It was a pleasant task and once there it was fun to meet up with the other farmers, shepherds and their wives for it was like clipping, a social occasion. Then there was the excitement of the sale itself and seeing a satisfactory price reached. Afterward, perhaps we would receive an invitation for a drink in the pub from Mr John if he had come to the sale or from one of the farmers who had sold well, and after a bite to eat, we walked back to Marshaw. These trips to market made a very welcome break from the usual routine.

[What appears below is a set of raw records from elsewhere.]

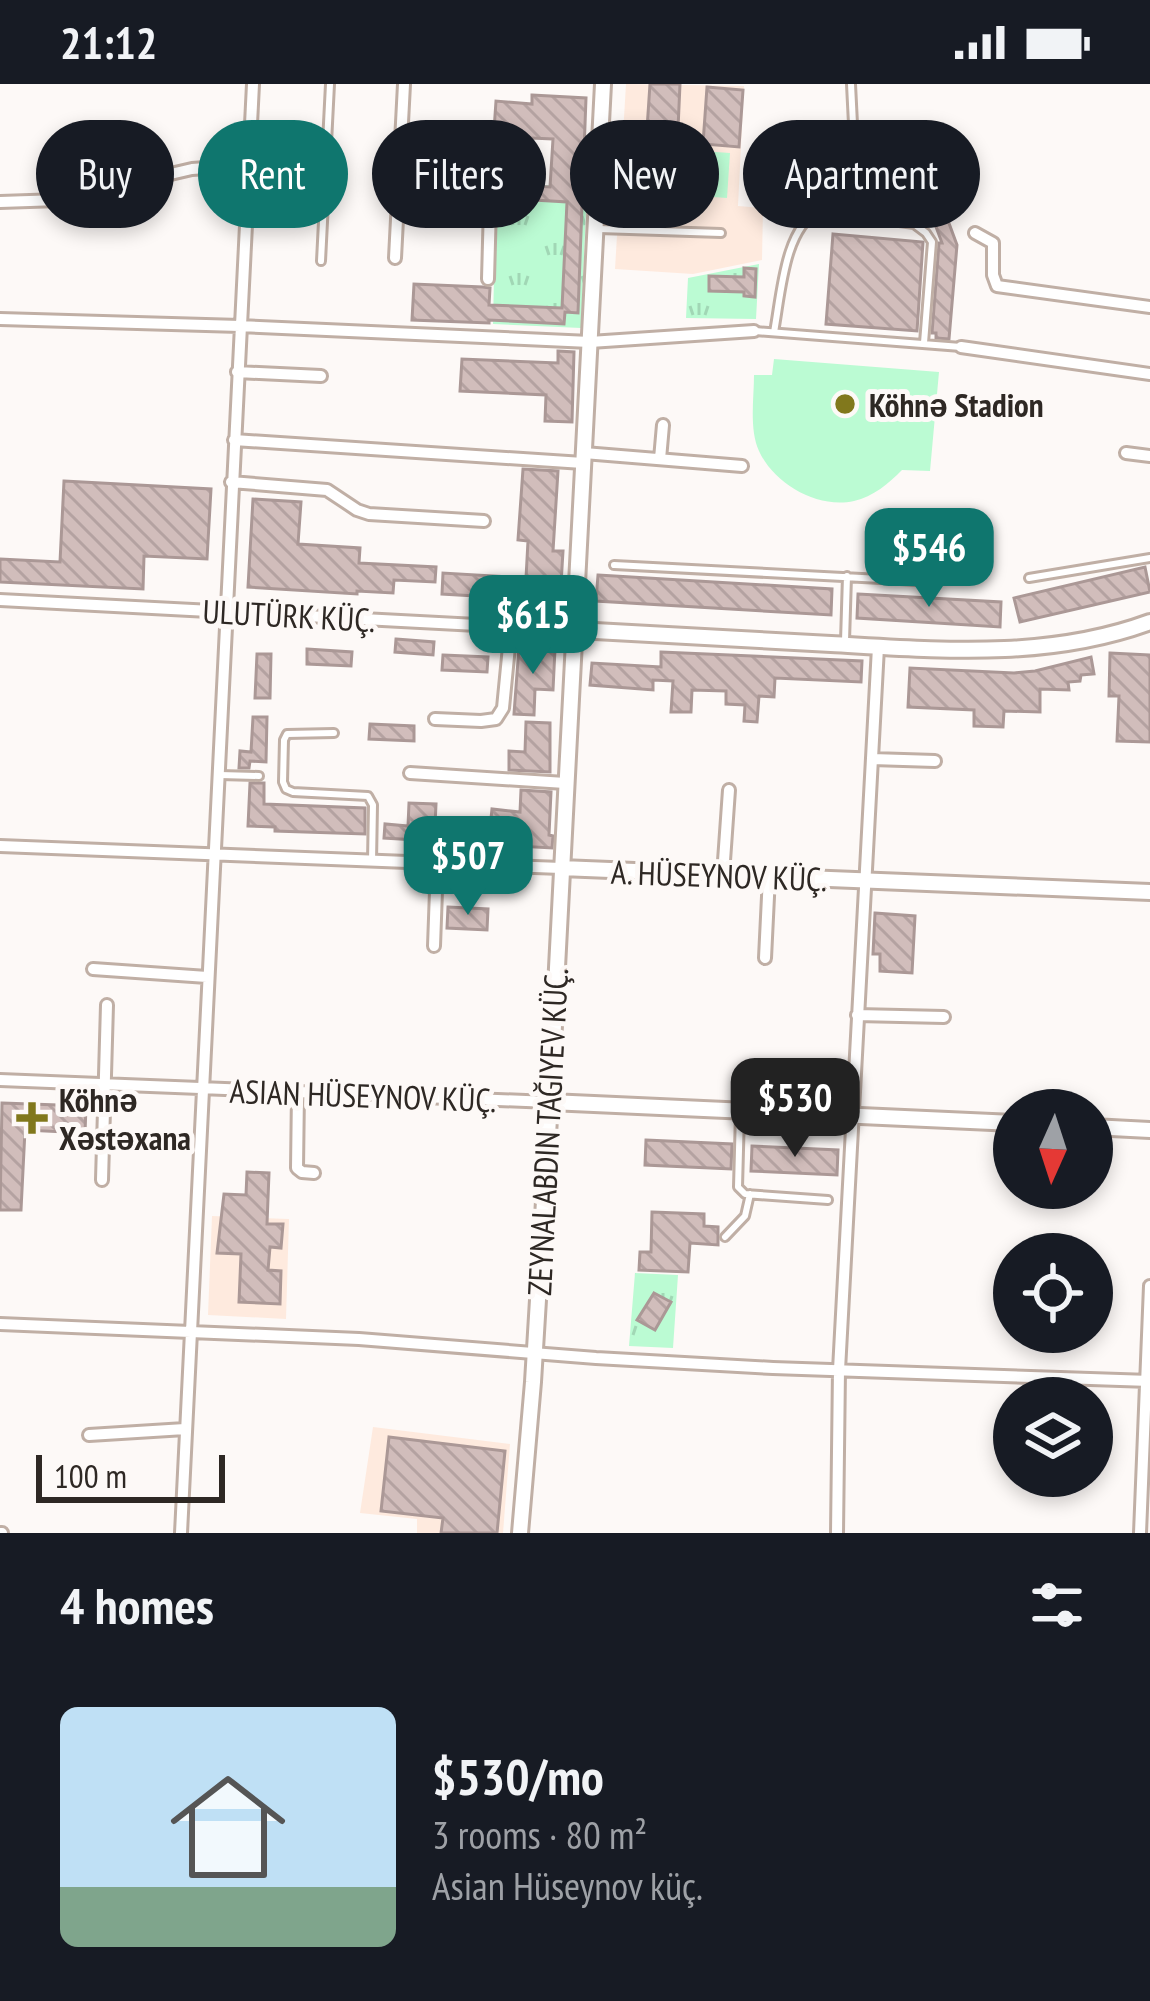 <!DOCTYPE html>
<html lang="en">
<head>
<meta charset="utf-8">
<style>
	:root { --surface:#171b24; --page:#20242c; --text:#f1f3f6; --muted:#9ea1a6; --accent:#0f766e }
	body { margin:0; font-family:"PT Sans Narrow",sans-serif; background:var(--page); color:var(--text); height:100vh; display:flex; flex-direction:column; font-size:45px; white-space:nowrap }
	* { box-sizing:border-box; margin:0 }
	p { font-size:39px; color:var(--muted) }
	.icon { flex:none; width:66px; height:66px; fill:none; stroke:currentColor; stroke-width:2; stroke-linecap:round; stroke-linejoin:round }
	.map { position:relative; height:1449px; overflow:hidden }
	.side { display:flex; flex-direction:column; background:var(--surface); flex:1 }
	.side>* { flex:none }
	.guide { position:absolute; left:36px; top:36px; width:1080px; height:108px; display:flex; gap:24px }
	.needle { width:78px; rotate:183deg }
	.buttons { position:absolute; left:993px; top:1005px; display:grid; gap:24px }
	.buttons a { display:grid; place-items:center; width:120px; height:120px; border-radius:50%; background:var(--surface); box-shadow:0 6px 18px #0003; font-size:60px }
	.scale { position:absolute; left:36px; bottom:30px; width:189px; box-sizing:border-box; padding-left:12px; border:6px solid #2e2824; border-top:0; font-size:33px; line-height:42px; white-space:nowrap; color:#2e2824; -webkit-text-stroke:9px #fdf9f7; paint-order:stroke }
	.price { position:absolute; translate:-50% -102px; padding:0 27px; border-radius:24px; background:var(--accent); color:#fff; font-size:39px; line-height:78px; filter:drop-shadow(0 3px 6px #0008) }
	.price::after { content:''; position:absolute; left:50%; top:72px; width:36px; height:27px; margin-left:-18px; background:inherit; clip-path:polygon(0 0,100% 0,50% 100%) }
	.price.selected { background:#222; color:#fff }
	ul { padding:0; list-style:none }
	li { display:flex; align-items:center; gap:36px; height:300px; padding:0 60px }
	li span { display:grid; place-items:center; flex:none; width:336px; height:240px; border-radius:18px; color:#555 }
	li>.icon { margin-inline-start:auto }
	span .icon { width:144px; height:144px; fill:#fffc; stroke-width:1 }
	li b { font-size:51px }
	h2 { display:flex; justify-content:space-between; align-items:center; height:144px; padding:0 60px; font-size:51px }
	.chip { padding:0 42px; border-radius:54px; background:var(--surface); box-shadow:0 6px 18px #0003; font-size:42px; line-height:108px }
	.chip.selected { background:var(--accent); color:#fff }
	.status { display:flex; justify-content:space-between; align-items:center; height:84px; padding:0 60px; background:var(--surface); direction:ltr }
	.status svg { height:33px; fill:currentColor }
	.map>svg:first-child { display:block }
</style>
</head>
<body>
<div class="status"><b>21:12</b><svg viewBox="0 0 49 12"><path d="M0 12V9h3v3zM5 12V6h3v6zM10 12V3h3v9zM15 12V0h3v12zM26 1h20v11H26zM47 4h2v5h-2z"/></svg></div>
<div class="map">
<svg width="1150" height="1449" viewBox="0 0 1150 1449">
	<defs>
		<pattern id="grass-tufts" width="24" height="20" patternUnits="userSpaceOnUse" patternTransform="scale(3)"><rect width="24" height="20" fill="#bbfbd3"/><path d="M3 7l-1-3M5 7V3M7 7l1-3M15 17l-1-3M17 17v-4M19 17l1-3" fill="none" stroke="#a1d7b5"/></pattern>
		<pattern id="building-back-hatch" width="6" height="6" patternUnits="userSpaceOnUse" patternTransform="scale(3)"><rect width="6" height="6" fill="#d1bdbb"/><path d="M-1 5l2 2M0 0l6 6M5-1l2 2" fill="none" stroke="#b4a2a1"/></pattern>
	</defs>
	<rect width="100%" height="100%" fill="#fdf9f7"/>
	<path fill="#feeade" d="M626,0l118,2 -6,120 25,2 -1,52 -69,14 -78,-5z
		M212,1132l77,3 -3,100 -78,-4z
		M373,1343l137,17 -7,89h-86v-14l-57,-6z"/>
	<path fill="url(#grass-tufts)" d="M496,98l91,6 -6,140 -88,-4z
		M759,180l-3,55 -70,-1 2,-40z
		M635,1189l43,2 -5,73 -44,-2z"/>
	<path fill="#bbfbd3" d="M701,67l29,2 -3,45 -28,-2z
		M774,275l165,13 -9,99 -28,-1c-13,13 -29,27 -48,31 -37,8 -80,-17 -95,-50 -10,-22 -5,-52 -5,-76h18z"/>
	<path fill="url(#building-back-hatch)" stroke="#ab9896" stroke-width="3" d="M650,0h30l-2,45h-7l-6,91 -24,-1z
		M707,3l36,3 -4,57 -36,-3z
		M532,11l54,3 -8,215 -13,-1 -1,12 -75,-4v3l-77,-3 2,-36 69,3 7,1 -1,17 73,3 5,-106 -67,-4v-14l50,3 3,-48 -22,-1v9l-38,-2 3,-44 36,3z
		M887,89l56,34 14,38 -8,94 -13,-1v-5h-4l7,-90h3l-10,-27 -53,-31z
		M833,150l90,8 -6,89 -91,-7z
		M744,184l12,1 -1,28 -11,-1v-4l-35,-1v-15l35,1z
		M558,267l16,1 -2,70 -27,-1 1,-26 -86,-4 2,-32 96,4z
		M523,385l35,2 -5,80h10l-3,50 -118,-7 1,-21 83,5 2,-37 -10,-1z
		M64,397l147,8 -4,70 -63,-3 -1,33 -143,-7v-23l60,3z
		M253,415l48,3 -3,42 62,4 -1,15 77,4 -1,15 -41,-2 -1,13 -36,-2v3l-109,-7z
		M1145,483l5,25 -130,30 -6,-24z
		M598,491l234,14 -1,26 -235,-14z
		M858,510l143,8 -1,25 -143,-9z
		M396,555l38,3 -1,13 -38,-3z
		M519,563l36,2 -2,41 -18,-1 -1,26 -20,-1z
		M307,565l45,3 -1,14 -44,-2z
		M661,568l201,9 -1,21 -86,-4 -1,19 -15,-1 -2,26 -13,-1 1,-16 -19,-1v-13l-34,-1 -1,22h-20l2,-31 -20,-1v10l-63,-5 2,-22 69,4z
		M1110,569l40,2v87l-33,-1 2,-45h-10z
		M257,570h14l-1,44h-15z
		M443,571l45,2 -1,15 -45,-2z
		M1091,573l3,17 -13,1 -1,6 -12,1 1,8 -29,-1v23l-36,-1 -1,16 -29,-1v-16l-66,-3 2,-39 104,5 21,-2z
		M253,633h14l-1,45 -16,-1 -1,7h-10l1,-17 11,1z
		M526,638l24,1v49l-41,-2v-19l16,1z
		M370,640l44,2v15l-45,-2z
		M250,699h14v21l101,4v26l-90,-3v-4l-27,-1z
		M521,706l30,2 -2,43 4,1 -1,12 -168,-10 1,-14 23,2 1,-23 27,1 -1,21 55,3 2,-19 28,3z
		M448,823l40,2 -1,21 -40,-2z
		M875,829l40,3 -3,57 -32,-2v-17h-7z
		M2,1019l84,3 -1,27 -60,-3 -4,80h-21z
		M646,1056l86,4 -1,25 -86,-4z
		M752,1062l86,4 -1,25 -86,-4z
		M247,1088l22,1 -2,51h16l-2,24 -11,-1 -2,23 13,1 -1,33 -41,-2 2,-48 -24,-1 7,-59 22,1z
		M652,1128l52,2v12l14,1v18l-28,-2 -2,29 -49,-2 1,-18h11z
		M654,1209l17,9 -16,28 -18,-10z
		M389,1353l116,14 -8,82h-56l2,-15 -62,-7z"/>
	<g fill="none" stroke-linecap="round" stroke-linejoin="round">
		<defs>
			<path id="service" d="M851,0l4,80
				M252,72l74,4
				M599,145l122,4
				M321,177l9,-177
				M755,247l206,16
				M774,248c7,-36 10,-104 45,-121l95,13 12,9 6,9 -8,101
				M614,481l324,17
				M1029,494l121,-20
				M892,495l2,-39 52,2
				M845,557l2,-65
				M334,649l-47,1 -3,6 -1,42 3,7 7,3 75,4 5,9 -1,56
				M220,691l39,1
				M740,1029l-2,74 7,7 83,6
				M725,1153l20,-21 5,-22"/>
			<path id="minor" d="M401,68l81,3 7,4 2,10 -3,110
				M0,118l59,-2 133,-31 57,-4
				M975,149l18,10v32l4,11 153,21
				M395,174l9,-174
				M0,235l240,7 350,16 164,-11
				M961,263l189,27
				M237,288l84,4
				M234,356l349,23
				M584,369l158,13
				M1126,369l24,3
				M660,375l3,-34
				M231,398l96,8 30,20 12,4 115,7
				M0,516l574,30
				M435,635l46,2 15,-2 7,-11 8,-82
				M872,675l63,2
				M410,689l155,10
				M0,762l561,22
				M723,791l6,-85
				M434,862l3,-83
				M765,874l4,-82
				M93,885l114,8
				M857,931l87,2
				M0,996l550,22
				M298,1008l-1,76 5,4 12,1
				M102,1096l5,-175
				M0,1240l359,15 237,19 177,10 377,13
				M89,1351l96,-6
				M0,1449h2
				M181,1449l72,-1449
				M837,1449l2,-163 39,-723
				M1140,1449l10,-247"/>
			<path id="tertiary" d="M574,546c86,4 172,9 257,14 108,6 216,16 319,-22
				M561,784l589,24
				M550,1018l464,21
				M1092,1043l58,3
				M520,1449l13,-151 17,-280 53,-1018"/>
		</defs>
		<use href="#service" stroke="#c0afa5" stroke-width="12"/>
		<use href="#minor" stroke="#c0afa5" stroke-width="16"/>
		<use href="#tertiary" stroke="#c0afa5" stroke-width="20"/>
		<use href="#service" stroke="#fff" stroke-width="6"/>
		<use href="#minor" stroke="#fff" stroke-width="10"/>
		<use href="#tertiary" stroke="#fff" stroke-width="14"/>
	</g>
	<g fill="#81781c" stroke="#fdf9f7" stroke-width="4.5">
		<circle cx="845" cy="320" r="12"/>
		<path d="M26 1016h12v12h12v12h-12v12h-12v-12h-12v-12h12z"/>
	</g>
	<g text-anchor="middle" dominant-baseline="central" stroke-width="10" stroke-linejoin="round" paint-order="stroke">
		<g font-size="33" font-weight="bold" fill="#2e2824" stroke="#fdf9f7" text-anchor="start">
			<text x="869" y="320">Köhnə Stadion</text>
			<text x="59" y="1015">Köhnə<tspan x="59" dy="38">Xəstəxana</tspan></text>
		</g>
		<g font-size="33" fill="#2e2824" stroke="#fdf9f7">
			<text transform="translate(289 531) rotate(3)">ULUTÜRK KÜÇ.</text>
			<text transform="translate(719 791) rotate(2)">A. HÜSEYNOV KÜÇ.</text>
			<text transform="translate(363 1011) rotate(2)">ASIAN HÜSEYNOV KÜÇ.</text>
			<text transform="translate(547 1048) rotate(-87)">ZEYNALABDIN TAĞIYEV KÜÇ.</text>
		</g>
	</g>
</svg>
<div class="buttons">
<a><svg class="needle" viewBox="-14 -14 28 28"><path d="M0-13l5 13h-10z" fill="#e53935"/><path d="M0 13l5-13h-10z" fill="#9ea1a6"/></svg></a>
<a><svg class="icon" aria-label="locate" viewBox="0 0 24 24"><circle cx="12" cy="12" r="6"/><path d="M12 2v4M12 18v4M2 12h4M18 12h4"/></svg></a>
<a><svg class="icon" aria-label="layers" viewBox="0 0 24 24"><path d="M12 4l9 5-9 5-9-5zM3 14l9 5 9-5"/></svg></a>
</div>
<div class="scale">100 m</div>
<b class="price" style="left:929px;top:526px">$546</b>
<b class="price" style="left:533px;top:593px">$615</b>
<b class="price" style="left:468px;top:834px">$507</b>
<b class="price selected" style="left:795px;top:1076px">$530</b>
<div class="guide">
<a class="chip">Buy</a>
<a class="chip selected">Rent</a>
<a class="chip">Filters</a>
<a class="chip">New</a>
<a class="chip">Apartment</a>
</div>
</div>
<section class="side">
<h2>4 homes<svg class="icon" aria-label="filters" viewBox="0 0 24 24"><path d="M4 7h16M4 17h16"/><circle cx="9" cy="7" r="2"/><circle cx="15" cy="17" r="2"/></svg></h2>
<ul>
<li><span style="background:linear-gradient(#bfe0f5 75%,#7fa58c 0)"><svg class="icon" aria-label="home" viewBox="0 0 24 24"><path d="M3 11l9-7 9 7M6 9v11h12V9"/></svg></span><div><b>$530/mo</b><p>3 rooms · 80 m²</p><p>Asian Hüseynov küç.</p></div></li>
</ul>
</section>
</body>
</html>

The Sheep Cycle Starts Anew & Winter
In October, the rams each with a bell around its neck and its underside coloured were loosed upon the ewes We used the colour to indicate those ewes that had been bred, and with this the wool and breeding cycle began again.
In winter, we often had to go out after snow to see how the sheep were for it was not at all unusual to find some buried under it. Sheep are not very intelligent animals, and they seemed to have little idea of how to cope with snow just sitting down and letting it accumulate over them.
So they needed rescuing. Veronica and I would go out with the tractor and a trailer and look for them. We found them by the small holes in the snow that the sheep’s hot breath rising through it had made. We then had to dig them out with some care, load them half frozen on to the trailer and bring them back to a barn where we gave them some nuts and other delights to enable them to get over it. They rarely seemed to come to much harm from these entombments. Neither did we on these excursions into the deep snow and wild country. And we did appreciate coming back to the warm kitchen at Marshaw where Mrs Drinkall would soon have a hot drink ready for us.
Sheep, as can be seen from this account or our year require a lot of attention. With over 1,500 ewes, not counting all the lambs it was a continuing task. The head shepherd Tommy Leedham was very experienced and knowledgeable, and I learnt a great deal from him.